### What you should do:
Among the records below, find the line that has "Annotation task. Transcribe"; from there, give the lines again exactly, and stop after the line that has "I am building".

Stored items:
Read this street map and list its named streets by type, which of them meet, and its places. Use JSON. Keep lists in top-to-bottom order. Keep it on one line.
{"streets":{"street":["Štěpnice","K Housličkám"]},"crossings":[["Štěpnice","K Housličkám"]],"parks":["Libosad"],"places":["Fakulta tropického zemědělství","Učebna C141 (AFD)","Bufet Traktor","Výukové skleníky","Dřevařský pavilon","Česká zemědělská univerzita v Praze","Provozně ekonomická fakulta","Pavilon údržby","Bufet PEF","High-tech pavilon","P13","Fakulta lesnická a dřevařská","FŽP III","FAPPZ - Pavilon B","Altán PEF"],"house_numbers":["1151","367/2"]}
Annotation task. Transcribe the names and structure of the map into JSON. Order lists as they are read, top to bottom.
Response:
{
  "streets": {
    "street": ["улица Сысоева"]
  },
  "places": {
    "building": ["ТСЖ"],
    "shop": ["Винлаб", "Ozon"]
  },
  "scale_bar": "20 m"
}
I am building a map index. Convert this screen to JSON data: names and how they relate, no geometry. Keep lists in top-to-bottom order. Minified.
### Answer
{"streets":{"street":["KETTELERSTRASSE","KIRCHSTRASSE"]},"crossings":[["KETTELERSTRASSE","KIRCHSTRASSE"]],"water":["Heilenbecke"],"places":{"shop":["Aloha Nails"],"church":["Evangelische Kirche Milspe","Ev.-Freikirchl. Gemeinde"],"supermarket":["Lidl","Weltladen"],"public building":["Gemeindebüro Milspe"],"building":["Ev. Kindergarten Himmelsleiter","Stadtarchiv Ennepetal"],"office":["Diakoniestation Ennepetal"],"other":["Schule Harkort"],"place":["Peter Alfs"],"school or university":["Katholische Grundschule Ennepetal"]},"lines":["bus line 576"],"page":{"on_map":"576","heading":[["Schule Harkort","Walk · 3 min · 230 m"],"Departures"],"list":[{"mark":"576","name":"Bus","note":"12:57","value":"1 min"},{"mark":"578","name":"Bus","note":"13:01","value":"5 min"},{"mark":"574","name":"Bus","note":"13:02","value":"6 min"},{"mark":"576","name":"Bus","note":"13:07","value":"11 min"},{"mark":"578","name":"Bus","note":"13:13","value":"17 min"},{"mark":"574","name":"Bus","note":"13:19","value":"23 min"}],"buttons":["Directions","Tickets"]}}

### Solution:
Annotation task. Transcribe the names and structure of the map into JSON. Order lists as they are read, top to bottom.
Response:
{
  "streets": {
    "street": ["улица Сысоева"]
  },
  "places": {
    "building": ["ТСЖ"],
    "shop": ["Винлаб", "Ozon"]
  },
  "scale_bar": "20 m"
}
I am building a map index. Convert this screen to JSON data: names and how they relate, no geometry. Keep lists in top-to-bottom order. Minified.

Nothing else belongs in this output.